Bu sırada, Sancho, şüpheyle baktığı rahip ve berber sürekli yanlarında olmadan, efendisiyle konuşabileceğini görüp, kafesin yanına gitti ve dedi ki:

"Saygıdeğer efendim, vicdanımı rahatlatmak için, size yapılan büyüyle ilgili bir şey söylemek istiyorum. Şu yüzleri örtülü iki kişi, bizim köyün rahibiyle berberi. Bana kalırsa, zat-i âliniz kahramanlıklar gösterip meşhur olmakta onları geride bıraktığınız için, sırf kıskançlıklarından, sizi böyle oyuna getirip hapsettiler. Eğer bu doğruysa, demek ki size büyü yapılmadı, hile yapıldı. Bunu kanıtlamak için de, size bir şey sormak istiyorum; eğer tahmin ettiğim cevabı verirseniz, bu aldatmacayı açıkça görecek, size büyü yapılmadığını, aklınızın karıştırıldığını anlayacaksınız."

"Ne istersen sor, evlâdım Sancho," dedi Don Quijote. "Ben her soruna cevap veririm. Şu bizimle gelenlerin rahiple berber, hemşerilerimiz ve ahbaplarımız olduğu meselesine gelince, onlar gibi görünmeleri pekala mümkün, ama gerçekten onlar olduklarına sakın inanma. Şunu anlaman lâzım ki, senin dediğin gibi onlara benziyorlarsa, bana büyü yapanlar, onların kılığına girmişler demektir; çünkü büyücüler kolaylıkla istedikleri kılığa girerler. Herhalde sana bunları düşündürtmek ve elinde Theseus'un yumağı bile olsa içinden çıkamayacağın bir labirente sokmak için, arkadaşlarımızın kılığına girdiler. Ayrıca benim de zihnimi karıştırmak istemişlerdir; bu felâketin başıma nereden geldiğini çıkartamayayım diye. Bir yandan, sen diyorsun ki yanımızdakiler bizim köyün rahibiyle berberi; öte yandan, ben kendimi kafese tıkılmış buluyorum; tabiatüstü olmayan bir insan gücünün beni hapsetmeye yeterli olamayacağını da bildiğim için, bana yapılan büyünün, okuduğum gezgin şövalyelere yapılan büyülerin hepsini aştığını söyleyebilirim, düşünebilirim ancak. Yani, bu adamların kim olduğu konusunda için kesinlikle rahat etsin; ben ne kadar Türk'sem, onlar da o kadar rahip ve berber. Bana soracağın soruya gelince; sor, cevap vereyim, istersen sabaha kadar."

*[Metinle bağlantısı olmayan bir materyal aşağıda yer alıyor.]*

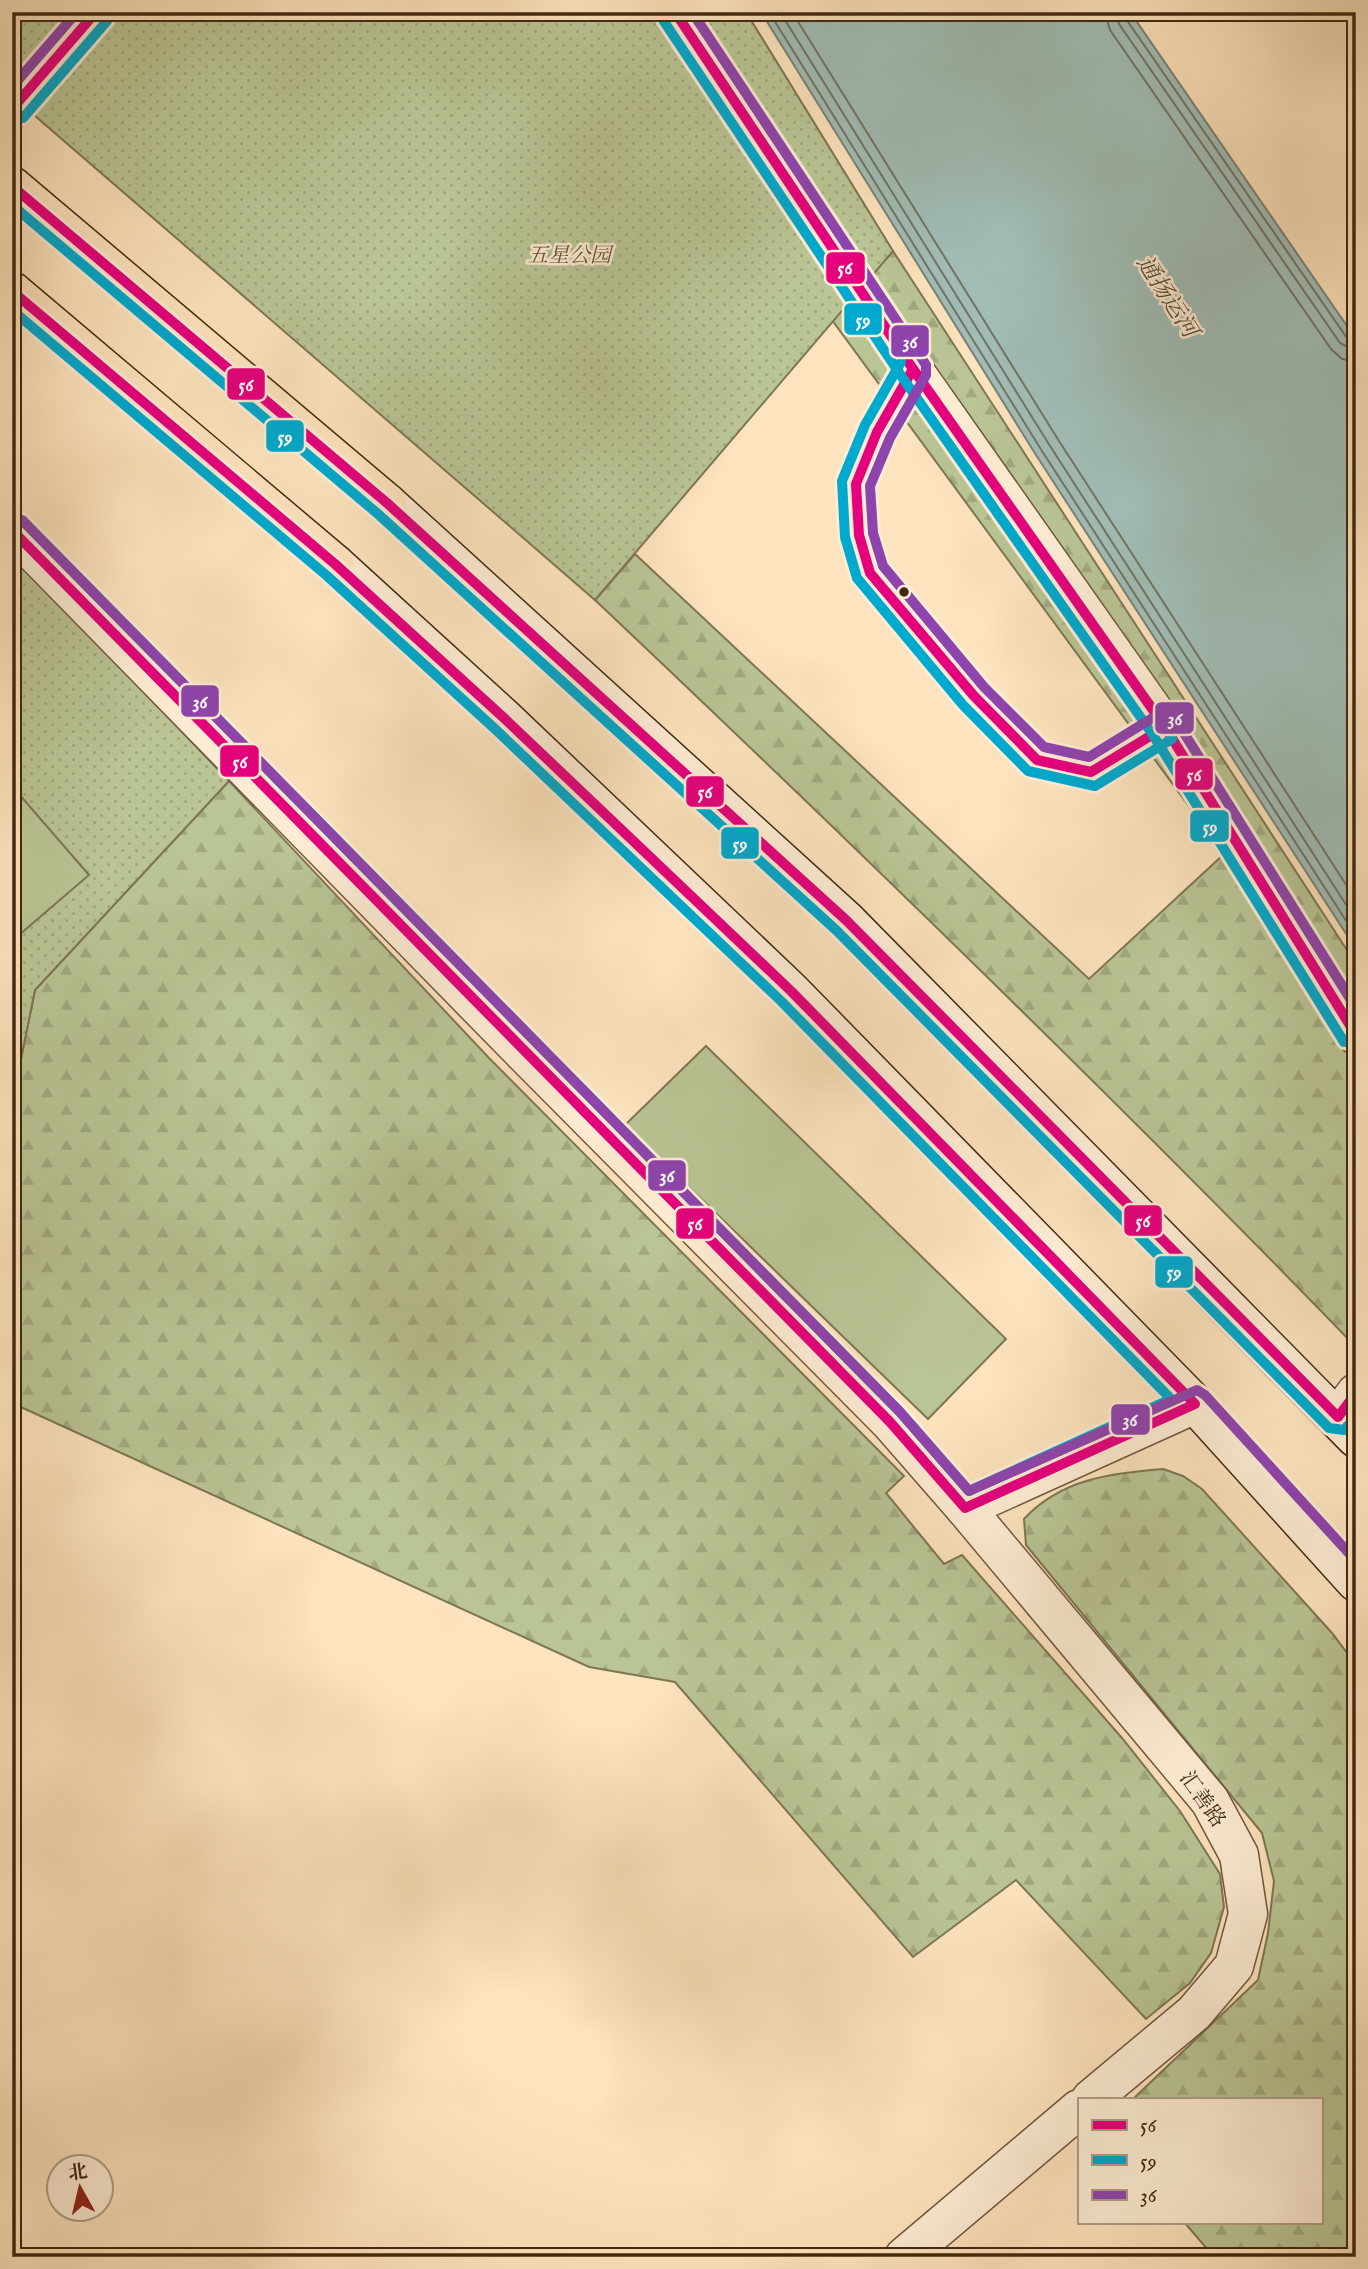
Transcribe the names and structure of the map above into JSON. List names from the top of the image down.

"Yüce Meryem!" diye haykırdı Sancho. "Zat-ı âliniz dediklerimin kesinlikle doğru olduğunu, başımıza gelen bu felâketin asıl sebebinin büyü değil, kötülük olduğunu anlamayacak kadar kalın kafalı ve beyinsiz olabilir misiniz? Madem öyle, size büyü yapılmadığını açıkça ispat edeceğim. Lütfen doğruyu söyleyin; Tanrı sizi bu işkenceden kurtarsın, hiç beklemediğiniz bir anda Senora Dulcinea'nın kollarına atsın..."

"Lâfı uzatma," dedi Don Quijote, "ne soracaksan sor; söyledim ya, istediğin her şeye cevap vereceğim."

"Lütfen bana doğruyu söyleyin," dedi Sancho. "Size soracağım soruya, hiçbir şey eklemeden, çıkarmadan, dosdoğru cevap verin; zat-i âliniz gibi gezgin şövalye unvanı taşıyan herkesin söylemesi gerektiği gibi, söylediği gibi..."

"Söyledim ya, hiçbir konuda yalan söylemeyeceğim," dedi Don Quijote. "Sor artık şu soruyu; bu kadar merasim, dua, tedbir canımı sıktı doğrusu Sancho."

"Ben efendimin iyiliğinden ve doğruluğundan eminim; bu yüzden de, konumuzla ilgili olduğu için şunu sormak istiyorum; özür dileyerek soruyorum efendim: Acaba zat-ı âliniz hapsedildiğinden, size kalırsa büyülendiğinizden beri, küçüğünüz veya büyüğünüz geldi mi?"

"Bu küçük, büyük ne demek anlamıyorum Sancho; doğru dürüst cevap vermemi istiyorsan daha açık konuş."

"Küçüğü veya büyüğü gelmeyi zat-ı âlinizin anlamaması mümkün mü? Okula yeni başlayan çocuklara öğretirler bunu. Şunu demek istiyorum: Karşılamaya mecbur olduğunuz ihtiyacınız geldi mi hiç?"

"Tamam, anladım şimdi Sancho! Hem de çok kere, şu anda da var. Beni bu felâketten kurtar, çünkü işler pisleşti!"